When the President comes to town, they bring the motorcade right out to Air Force One; they just drive those cars out on the runway. They have the motorcycles and black limousines with little flags on front, the police escort, flashing lights. You can envision it all. That’s just the way the American President travels.
When Jesus came into Jerusalem he came on a donkey. That is what they expected and they sang Hosanna, which isn’t just a nice little phrase of praise. It literally means “God, save now.” They were celebrating because they believed it was the day when God would rule. They wanted Jesus to rule the nations.
They wanted him to rule. We know they shouted Hosanna on this day, but we also know what they will be shouting on Friday. We know where this parade is going, and Jesus is not coming to rule. He is leading them.

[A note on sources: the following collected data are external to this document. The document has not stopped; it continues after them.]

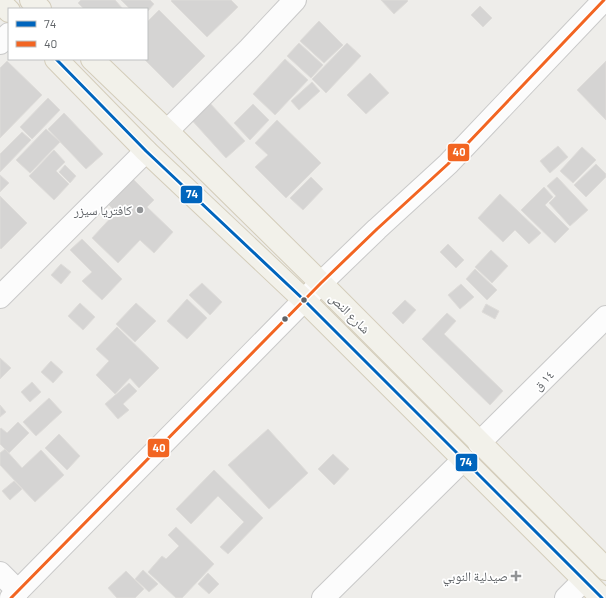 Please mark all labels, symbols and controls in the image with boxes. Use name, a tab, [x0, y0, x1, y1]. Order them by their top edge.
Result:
legend	[8, 8, 148, 60]
text: 74	[44, 16, 56, 30]
text: 40	[44, 36, 57, 50]
line badge: 40	[447, 143, 470, 162]
text: 40	[453, 145, 465, 158]
line badge: 74	[180, 185, 203, 204]
text: 74	[186, 187, 198, 200]
place label: كافتريا سيزر	[73, 202, 133, 219]
marker: كافتريا سيزر	[135, 205, 145, 215]
street label: شارع النص	[325, 289, 374, 338]
unlabelled marker	[299, 295, 309, 305]
unlabelled marker	[280, 314, 290, 324]
street label: ١٤ ق	[529, 366, 557, 394]
line badge: 40	[147, 438, 170, 458]
text: 40	[153, 441, 165, 454]
line badge: 74	[455, 453, 478, 472]
text: 74	[460, 455, 472, 468]
place label: صيدلية النوبي	[443, 568, 508, 587]
marker: صيدلية النوبي	[511, 571, 521, 581] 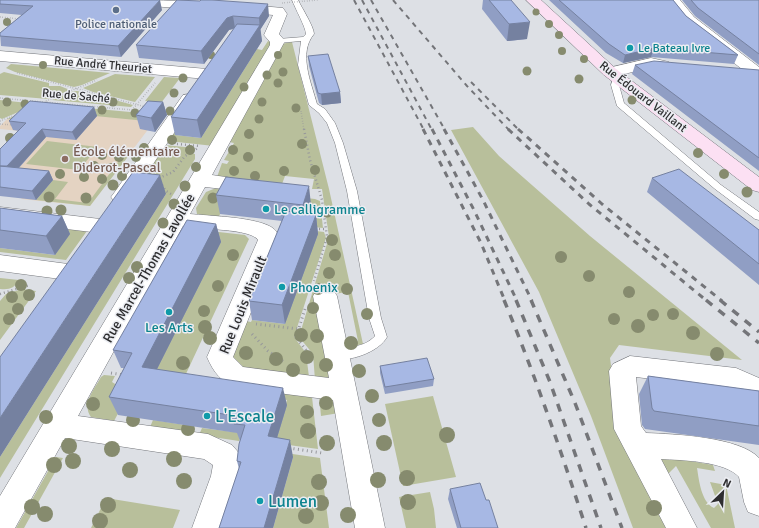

It’s a curious choice Jesus makes.
Can you see their faces on that Palm Sunday — throwing their cloaks on the ground, singing, laughing and running alongside the donkey? Hosanna, they shouted, and remember it means “God, save now.” It wasn’t just a happy. 4th of July crowd; they wanted deliverance, they wanted Jesus to rule over the nations and put a check on the abuse of power; to rule in justice and righteousness, like the prophets promised.
But he wouldn’t do it and in Jesus what we have is not a portrait of power, but of humility, compassion and ultimate love. He saw their faces. He saw their hunger for a new day. He saw the depth of their suffering, and came to Jerusalem to deliver them by leading them to the cross.
They wanted him to rule. It’s probably what we want too. But instead, he chose to lead them, to lead us, to a cross; to lead us to the place where the very heart of God seeks not to dominate, but to transform our world and our hearts.
Perhaps tomorrow, Palm Sunday, it would be enough for us to want him to lead us, to transform us, to reshape us, and change our hearts.
They wanted him to demonstrate a little power, to exercise a little control, to reveal the power of God to force us to be better people than we know how to be on our own. Instead, Jesus chose to invite us to the cross, where the heart of God is broken open. He did so with the prayer that, standing there at the foot of that cross, we might be transformed; we might be redeemed, not forced, but inspired to be the people God calls us to be.
It would be easier if Jesus ruled. For then our only job would be to stand on the side, wave our palms and cheer. But instead he came to lead. So our job is to follow — to pay attention to what he has said, to watch carefully what he has done and to never fall too far behind.